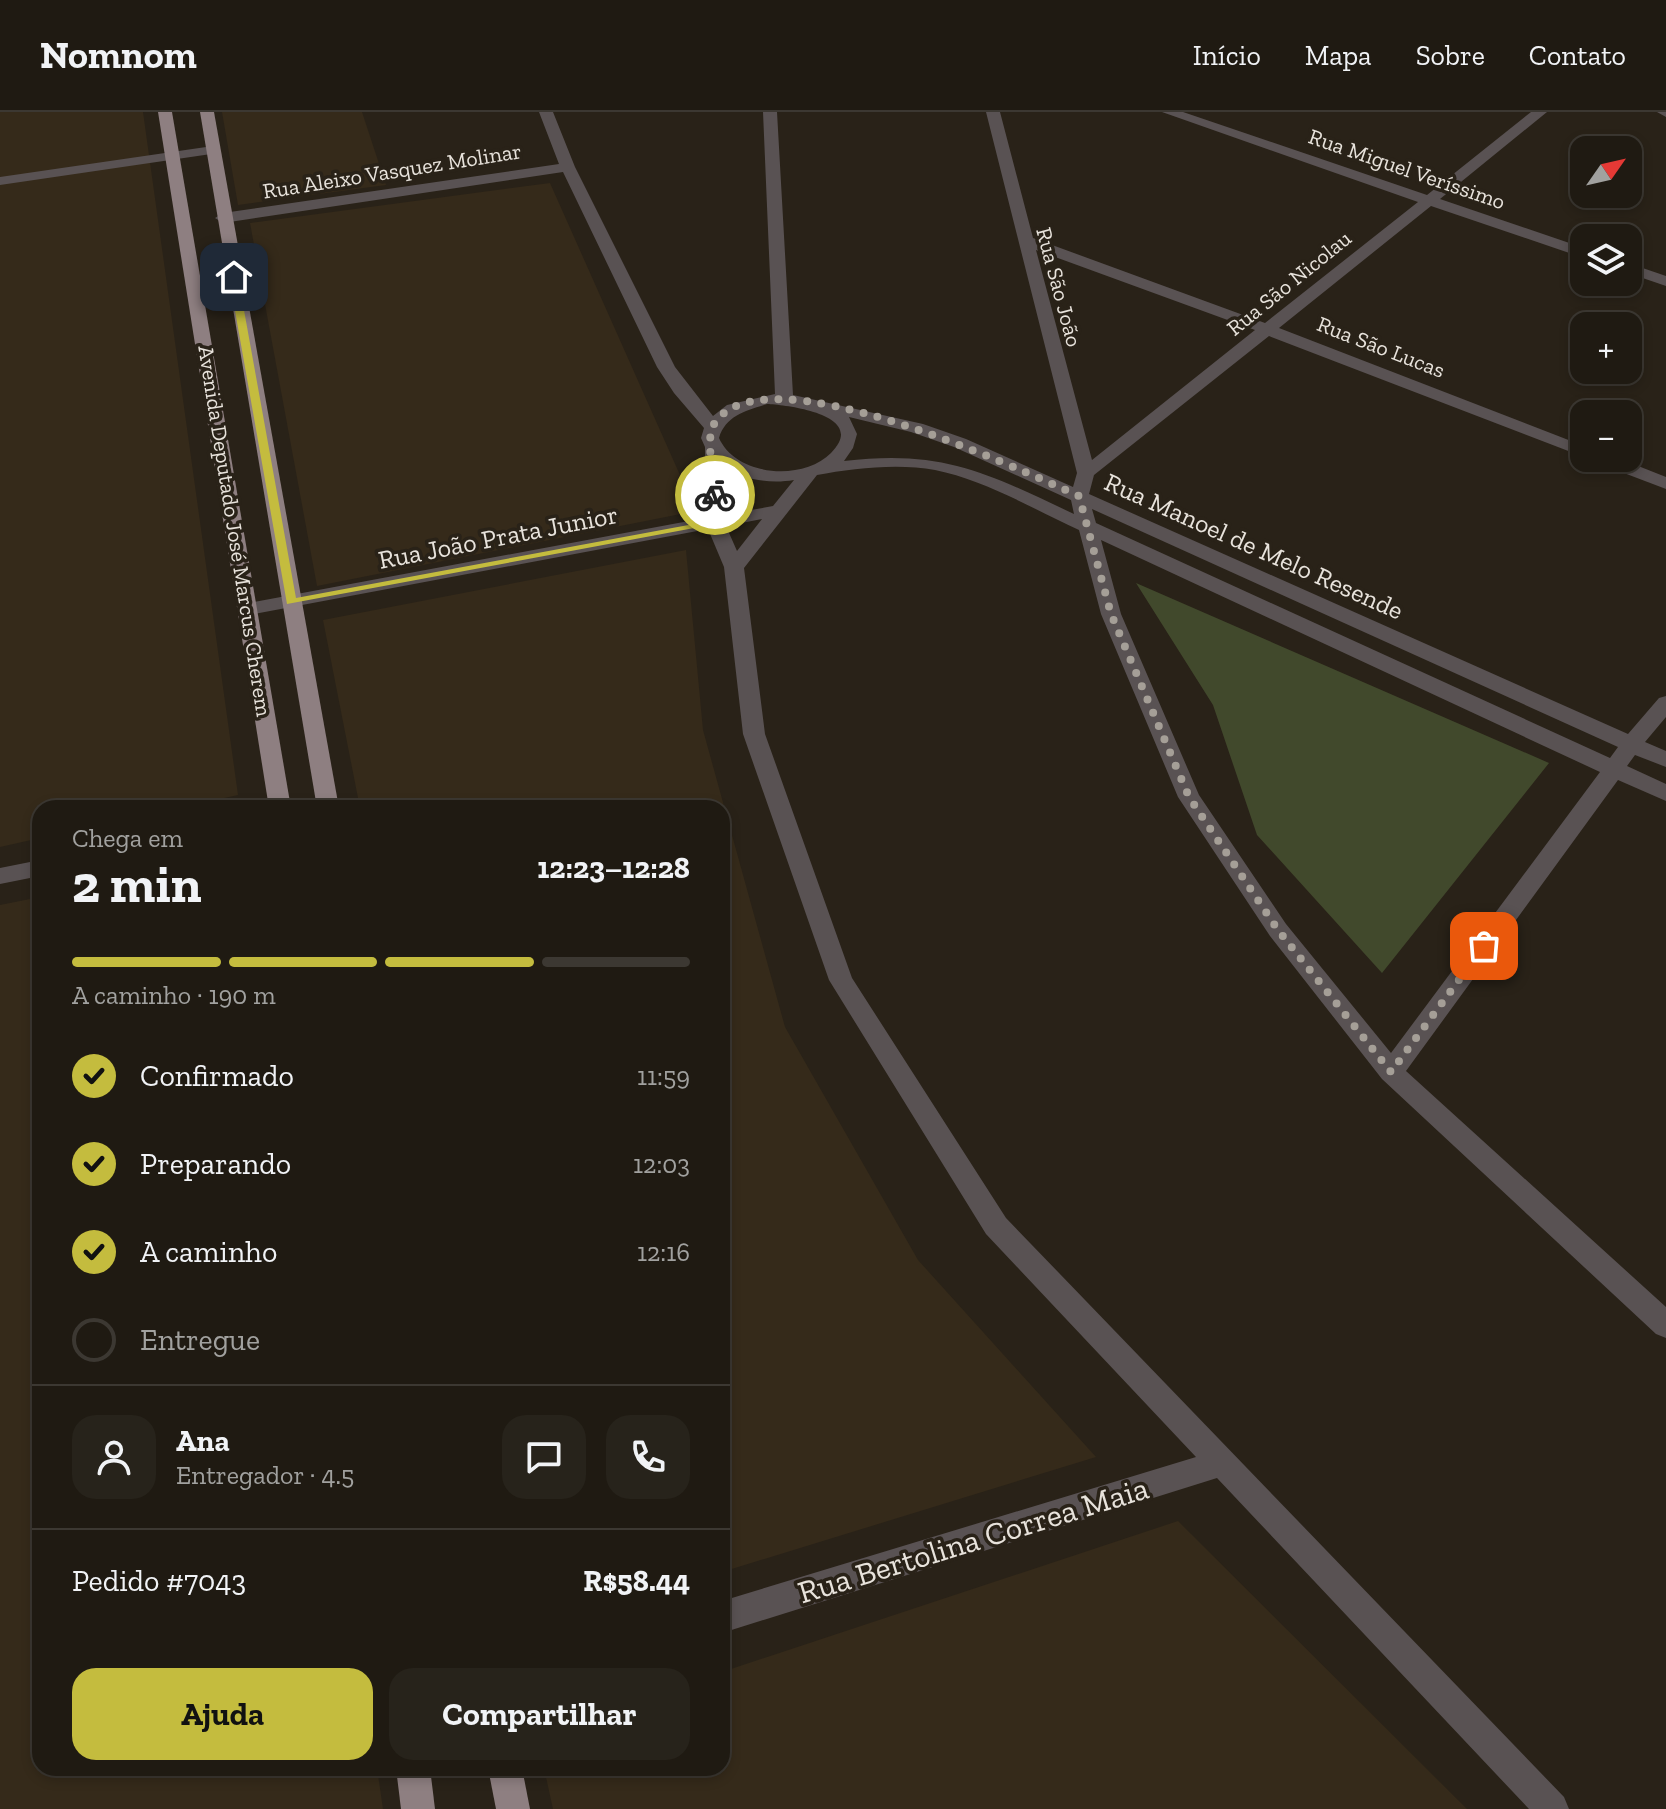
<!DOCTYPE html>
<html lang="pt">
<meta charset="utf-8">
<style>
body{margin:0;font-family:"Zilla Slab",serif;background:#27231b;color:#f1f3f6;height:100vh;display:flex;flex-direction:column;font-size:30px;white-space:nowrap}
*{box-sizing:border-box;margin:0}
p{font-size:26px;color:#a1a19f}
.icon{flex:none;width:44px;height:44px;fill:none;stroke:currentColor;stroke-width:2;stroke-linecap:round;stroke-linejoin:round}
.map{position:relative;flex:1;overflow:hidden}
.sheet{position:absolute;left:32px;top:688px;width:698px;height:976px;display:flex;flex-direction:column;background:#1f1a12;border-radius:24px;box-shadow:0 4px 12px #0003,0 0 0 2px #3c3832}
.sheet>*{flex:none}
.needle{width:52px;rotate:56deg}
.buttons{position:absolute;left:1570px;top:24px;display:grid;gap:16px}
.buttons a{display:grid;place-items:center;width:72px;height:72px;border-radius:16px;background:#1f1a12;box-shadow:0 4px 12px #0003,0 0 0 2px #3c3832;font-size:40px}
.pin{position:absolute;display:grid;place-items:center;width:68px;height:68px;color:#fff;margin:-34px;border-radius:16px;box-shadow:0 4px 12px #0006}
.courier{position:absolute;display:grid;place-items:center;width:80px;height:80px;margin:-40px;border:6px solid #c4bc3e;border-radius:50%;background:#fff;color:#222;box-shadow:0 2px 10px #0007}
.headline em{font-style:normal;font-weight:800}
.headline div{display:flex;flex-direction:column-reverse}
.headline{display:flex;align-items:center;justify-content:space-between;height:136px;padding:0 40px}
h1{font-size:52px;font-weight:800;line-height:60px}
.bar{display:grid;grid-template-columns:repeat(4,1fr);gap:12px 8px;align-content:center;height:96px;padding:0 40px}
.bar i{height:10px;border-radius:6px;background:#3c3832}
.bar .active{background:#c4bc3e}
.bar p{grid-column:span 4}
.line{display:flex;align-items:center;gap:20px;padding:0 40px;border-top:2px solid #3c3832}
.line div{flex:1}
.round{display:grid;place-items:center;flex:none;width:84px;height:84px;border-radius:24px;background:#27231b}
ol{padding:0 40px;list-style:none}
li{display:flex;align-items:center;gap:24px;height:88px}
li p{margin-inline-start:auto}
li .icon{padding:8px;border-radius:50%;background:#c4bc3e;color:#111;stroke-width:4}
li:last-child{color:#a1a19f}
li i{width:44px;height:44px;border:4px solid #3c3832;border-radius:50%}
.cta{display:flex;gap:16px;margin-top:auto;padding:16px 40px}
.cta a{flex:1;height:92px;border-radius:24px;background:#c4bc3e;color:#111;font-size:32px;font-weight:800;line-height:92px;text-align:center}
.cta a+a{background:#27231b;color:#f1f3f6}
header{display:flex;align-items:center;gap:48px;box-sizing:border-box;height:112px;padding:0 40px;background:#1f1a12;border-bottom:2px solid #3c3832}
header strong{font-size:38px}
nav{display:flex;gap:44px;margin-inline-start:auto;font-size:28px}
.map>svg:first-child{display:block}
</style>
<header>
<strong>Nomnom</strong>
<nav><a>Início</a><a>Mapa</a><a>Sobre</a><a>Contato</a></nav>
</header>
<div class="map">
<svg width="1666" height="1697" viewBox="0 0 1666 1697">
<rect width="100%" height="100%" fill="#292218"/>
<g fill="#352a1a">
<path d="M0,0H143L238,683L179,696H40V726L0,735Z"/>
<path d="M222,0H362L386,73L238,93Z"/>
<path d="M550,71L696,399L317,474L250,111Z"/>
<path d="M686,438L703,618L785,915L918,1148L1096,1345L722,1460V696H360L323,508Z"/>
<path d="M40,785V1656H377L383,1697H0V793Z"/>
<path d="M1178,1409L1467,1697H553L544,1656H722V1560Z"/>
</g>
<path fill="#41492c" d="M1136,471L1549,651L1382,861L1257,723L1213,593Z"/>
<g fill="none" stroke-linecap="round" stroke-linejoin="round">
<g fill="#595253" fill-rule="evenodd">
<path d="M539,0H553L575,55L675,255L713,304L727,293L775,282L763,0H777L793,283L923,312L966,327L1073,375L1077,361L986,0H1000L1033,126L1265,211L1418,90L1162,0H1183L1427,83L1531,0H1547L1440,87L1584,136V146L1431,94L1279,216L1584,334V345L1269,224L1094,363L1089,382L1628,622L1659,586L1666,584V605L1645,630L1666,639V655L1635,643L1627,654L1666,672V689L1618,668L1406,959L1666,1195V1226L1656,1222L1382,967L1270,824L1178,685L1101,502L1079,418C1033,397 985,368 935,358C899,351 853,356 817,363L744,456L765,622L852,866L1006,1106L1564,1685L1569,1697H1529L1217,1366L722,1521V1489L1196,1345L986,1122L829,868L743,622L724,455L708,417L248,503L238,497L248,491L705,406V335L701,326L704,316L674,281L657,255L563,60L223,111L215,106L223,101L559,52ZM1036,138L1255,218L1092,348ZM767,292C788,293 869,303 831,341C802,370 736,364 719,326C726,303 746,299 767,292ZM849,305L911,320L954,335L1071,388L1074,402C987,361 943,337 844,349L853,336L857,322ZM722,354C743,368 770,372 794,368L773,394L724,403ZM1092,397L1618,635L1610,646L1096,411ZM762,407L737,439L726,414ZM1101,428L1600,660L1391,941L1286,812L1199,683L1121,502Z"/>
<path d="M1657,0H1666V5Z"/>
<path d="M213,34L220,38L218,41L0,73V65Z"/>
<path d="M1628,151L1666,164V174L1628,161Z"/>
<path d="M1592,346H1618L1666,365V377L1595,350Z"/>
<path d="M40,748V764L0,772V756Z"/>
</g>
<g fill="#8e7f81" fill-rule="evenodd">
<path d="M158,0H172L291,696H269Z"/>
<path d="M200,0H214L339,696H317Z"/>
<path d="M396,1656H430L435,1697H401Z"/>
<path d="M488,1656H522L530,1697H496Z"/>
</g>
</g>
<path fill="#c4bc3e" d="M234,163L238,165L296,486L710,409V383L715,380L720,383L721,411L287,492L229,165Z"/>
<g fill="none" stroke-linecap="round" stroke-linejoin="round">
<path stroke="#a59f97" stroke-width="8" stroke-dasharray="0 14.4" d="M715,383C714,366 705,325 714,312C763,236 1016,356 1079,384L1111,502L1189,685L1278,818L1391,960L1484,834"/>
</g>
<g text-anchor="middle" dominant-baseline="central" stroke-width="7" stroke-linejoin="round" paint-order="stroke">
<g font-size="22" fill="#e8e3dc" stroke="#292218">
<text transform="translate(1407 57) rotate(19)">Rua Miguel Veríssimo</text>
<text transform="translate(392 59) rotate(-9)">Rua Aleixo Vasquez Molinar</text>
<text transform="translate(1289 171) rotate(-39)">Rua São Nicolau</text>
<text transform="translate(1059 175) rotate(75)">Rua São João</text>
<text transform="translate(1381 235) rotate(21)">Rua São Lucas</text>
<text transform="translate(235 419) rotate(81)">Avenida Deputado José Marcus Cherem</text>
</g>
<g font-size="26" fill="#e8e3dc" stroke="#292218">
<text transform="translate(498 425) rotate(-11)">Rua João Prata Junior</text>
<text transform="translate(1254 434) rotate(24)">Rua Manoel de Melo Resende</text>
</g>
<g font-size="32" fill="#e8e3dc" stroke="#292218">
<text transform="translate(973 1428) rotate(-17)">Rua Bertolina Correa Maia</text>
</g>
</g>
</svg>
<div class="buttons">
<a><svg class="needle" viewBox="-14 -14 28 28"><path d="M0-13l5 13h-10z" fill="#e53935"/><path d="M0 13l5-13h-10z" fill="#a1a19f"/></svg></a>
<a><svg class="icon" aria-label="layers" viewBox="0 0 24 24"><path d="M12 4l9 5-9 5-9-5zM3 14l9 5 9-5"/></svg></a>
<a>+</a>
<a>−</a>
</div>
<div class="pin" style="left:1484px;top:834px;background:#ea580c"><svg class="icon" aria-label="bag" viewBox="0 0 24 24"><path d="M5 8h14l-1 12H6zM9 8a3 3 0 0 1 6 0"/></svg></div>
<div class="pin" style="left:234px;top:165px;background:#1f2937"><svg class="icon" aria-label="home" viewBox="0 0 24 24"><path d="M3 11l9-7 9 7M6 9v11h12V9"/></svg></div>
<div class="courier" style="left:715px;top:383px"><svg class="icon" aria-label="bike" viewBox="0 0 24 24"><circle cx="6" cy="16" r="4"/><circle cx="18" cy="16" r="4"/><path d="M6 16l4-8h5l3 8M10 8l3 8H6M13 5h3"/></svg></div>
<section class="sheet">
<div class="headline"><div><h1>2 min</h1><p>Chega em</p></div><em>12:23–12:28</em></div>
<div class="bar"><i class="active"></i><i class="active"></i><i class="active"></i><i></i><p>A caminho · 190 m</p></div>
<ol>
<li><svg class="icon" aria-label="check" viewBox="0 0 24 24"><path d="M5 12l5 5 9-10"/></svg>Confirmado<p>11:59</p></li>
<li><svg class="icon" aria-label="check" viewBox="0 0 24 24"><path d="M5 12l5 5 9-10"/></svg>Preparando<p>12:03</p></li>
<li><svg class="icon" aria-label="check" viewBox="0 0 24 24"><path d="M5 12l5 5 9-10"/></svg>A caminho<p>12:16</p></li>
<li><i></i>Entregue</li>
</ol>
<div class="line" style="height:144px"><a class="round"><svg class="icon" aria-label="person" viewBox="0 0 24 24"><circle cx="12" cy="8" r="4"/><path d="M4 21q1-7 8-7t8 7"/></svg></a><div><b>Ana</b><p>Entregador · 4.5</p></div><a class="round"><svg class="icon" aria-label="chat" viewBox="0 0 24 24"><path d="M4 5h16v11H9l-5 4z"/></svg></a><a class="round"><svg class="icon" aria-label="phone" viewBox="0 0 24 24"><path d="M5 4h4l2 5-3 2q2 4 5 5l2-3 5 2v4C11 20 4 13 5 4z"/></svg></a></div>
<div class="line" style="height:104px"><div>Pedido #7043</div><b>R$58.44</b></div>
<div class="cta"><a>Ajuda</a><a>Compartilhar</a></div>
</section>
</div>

● What the task asks
Anywhere the listing shows the word "caminho", copy the full line.

● Answer to the exercise
<div class="bar"><i class="active"></i><i class="active"></i><i class="active"></i><i></i><p>A caminho · 190 m</p></div>
<li><svg class="icon" aria-label="check" viewBox="0 0 24 24"><path d="M5 12l5 5 9-10"/></svg>A caminho<p>12:16</p></li>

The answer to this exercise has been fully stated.